In the past week, I’ve heard a few mentions of there only being three tickets out of Iowa. That doesn’t have to be true this year, since the Republican Party has gone to a proportional delegate apportionment system. However, because of the candidates in the race, it looks like the three tickets will be around for a while longer. Let’s have a look at the candidates, and what the Iowa results will mean for them:

Mitt Romney:

He comes out of Iowa strong. He wanted to avoid looking like he’d invested much energy into Iowa, so even third would have been good for him. His narrow official win (even with the reports of an error meaning that the actual win would have been Rick Santorum’s) means that he heads to New Hampshire with a good head of steam. It’s hard to see him losing New Hampshire, and if he does, it will raise big questions.

Rick Santorum:

The current “Not Romney” candidate, he was a dark horse, who nobody expected to do so well. It appears that he may have earned a win (by 12 votes), but even the official 8 vote loss is impressive. His showing was as a sleeper, though, and it remains to be seen how he will hold up to scrutiny. He is likely to benefit from Michele Bachmann’s withdrawal from the race. His high placing means that his candidacy is more than just an attempt to move Dan Savage’s definition of Santorum off the first page of a Google search.

Ron Paul:

He did better than expected. He is the only representative of the libertarian wing of the party. Unlike the social conservative wing, his potential support wasn’t split between other candidates. Expect him to do well in libertarian New Hampshire, but struggle more in the more socially conservative south.

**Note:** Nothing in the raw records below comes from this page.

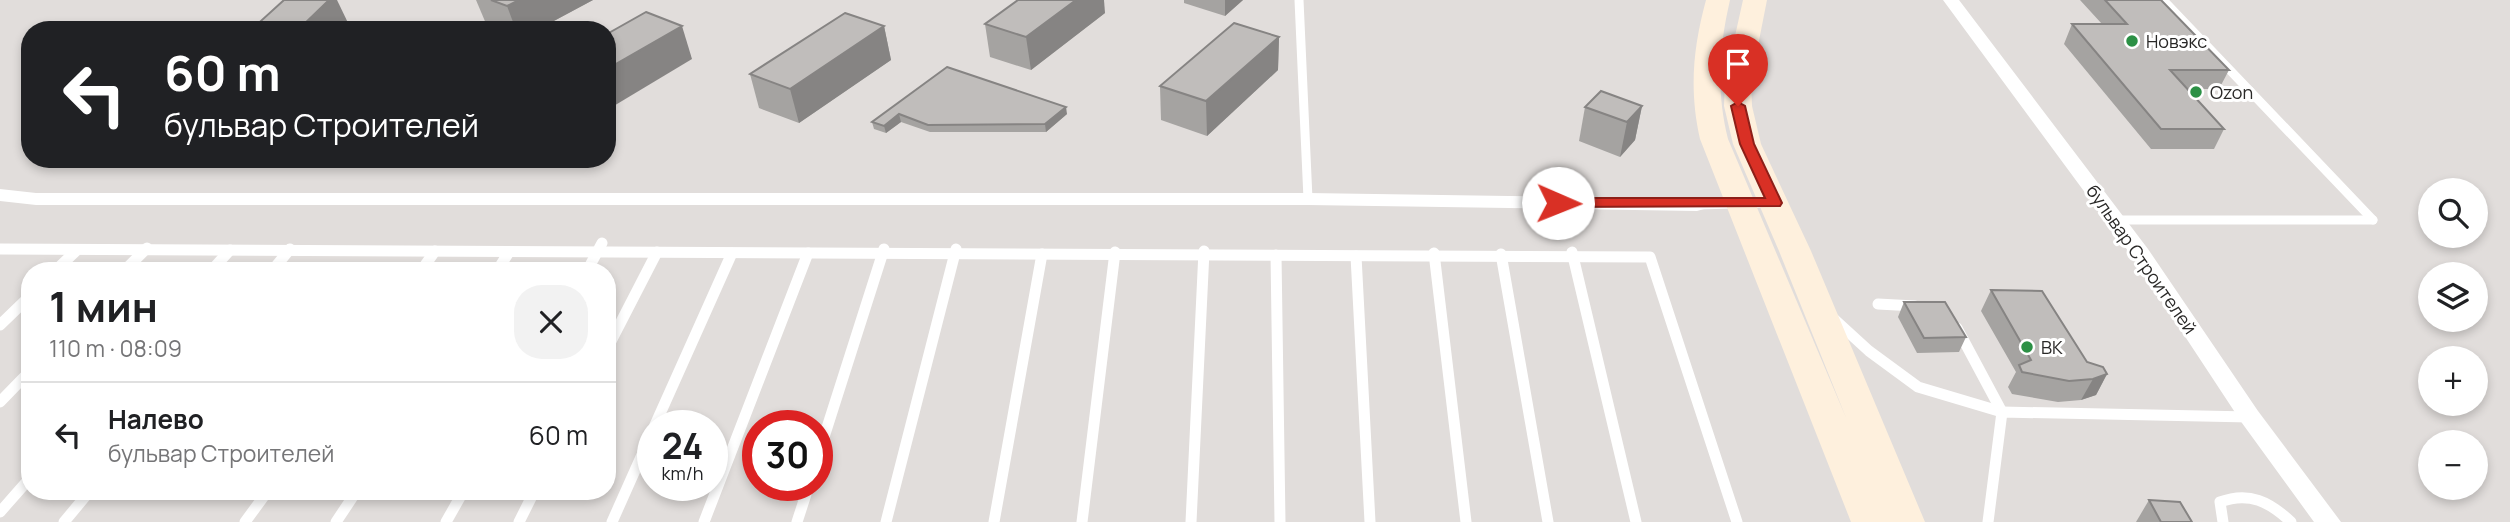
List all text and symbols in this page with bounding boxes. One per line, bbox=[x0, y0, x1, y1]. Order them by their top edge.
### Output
place label: Новэкс bbox=[2146, 29, 2207, 53]
marker: Новэкс bbox=[2124, 33, 2140, 49]
pin bbox=[1708, 34, 1768, 106]
text: 60 m bbox=[164, 39, 281, 106]
icon: arrive bbox=[1719, 45, 1757, 83]
icon: left bbox=[49, 49, 140, 140]
place label: Ozon bbox=[2210, 80, 2253, 104]
marker: Ozon bbox=[2188, 84, 2204, 100]
text: бульвар Строителей bbox=[164, 103, 479, 147]
position arrow bbox=[1521, 166, 1595, 240]
map controls bbox=[2418, 178, 2488, 500]
button: search bbox=[2418, 178, 2488, 248]
street label: бульвар Строителей bbox=[2081, 180, 2203, 338]
button: layers bbox=[2418, 262, 2488, 332]
text: 1 мин bbox=[49, 277, 158, 335]
button: close bbox=[514, 285, 588, 359]
text: 110 m · 08:09 bbox=[49, 332, 182, 364]
place label: ВК bbox=[2041, 335, 2063, 359]
marker: ВК bbox=[2019, 339, 2035, 355]
button: + bbox=[2418, 346, 2488, 416]
text: Налево bbox=[108, 401, 204, 437]
speed limit sign: 30 bbox=[742, 410, 833, 501]
icon: left bbox=[49, 416, 87, 454]
text: 60 m bbox=[529, 417, 588, 453]
text: 24 bbox=[662, 422, 703, 470]
button: − bbox=[2418, 430, 2488, 500]
text: бульвар Строителей bbox=[108, 437, 334, 469]
text: km/h bbox=[662, 461, 703, 485]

He’s unlikely to drop out, but it’s doubtful that he’ll be a strong force long-term. As social conservatives drop out, the gap between the social conservatives and Paul will widen.

Newt Gingrich:

The former Speaker is difficult to categorize. He didn’t do as well as he hoped (or the media expected a few weeks back). He would be the best bet for a fourth ticket, as he doesn’t represent a clear wing of the party (Corporatists have Romney and Huntsman; Social Conservatives have Santorum, Perry and Bachmann; Libertarians have Paul). As a Georgian, the timing of the South Carolina and Florida primaries should help him. Gingrich has some moderate tendencies, but not in temperament. He could have had the fourth ticket, but declaring that he’ll stay in the race to try to drag down Romney will drag him down.

Rick Perry:

As a social conservative from a southern state, Perry’s fifth place showing doesn’t necessarily have to end his campaign. Like Gingrich, the early South Carolina and Florida primaries should be to his advantage. Don’t expect much out of him in New Hampshire or in the more libertarian Southwest.

Michele Bachmann:

For a different candidate this year, a sixth place showing would not have to mean an end to their candidacy. Bachmann staked her candidacy on Iowa, though. She’s the one candidate from the mid-west, and an Iowa native. Her well-documented problems with factual accuracy probably didn’t help her. Her loss here would be like Romney losing in New Hampshire. Expect her fellow social conservatives, Rick Santoum and Rick Perry to benefit most from her withdrawal from the race.

John Huntsman:

Polling at one percent, it’s a bit of a surprise that Huntsman has stayed in the race. He has a lot in common with Mitt Romney (which is probably part of the reason he hasn’t been the leading “Not Romney” candidate yet). Between their Mormon faith, and moderate/corpoartist platforms, Huntsman’s challenge continues to be differentiating himself from Romney while separating himself from President Obama.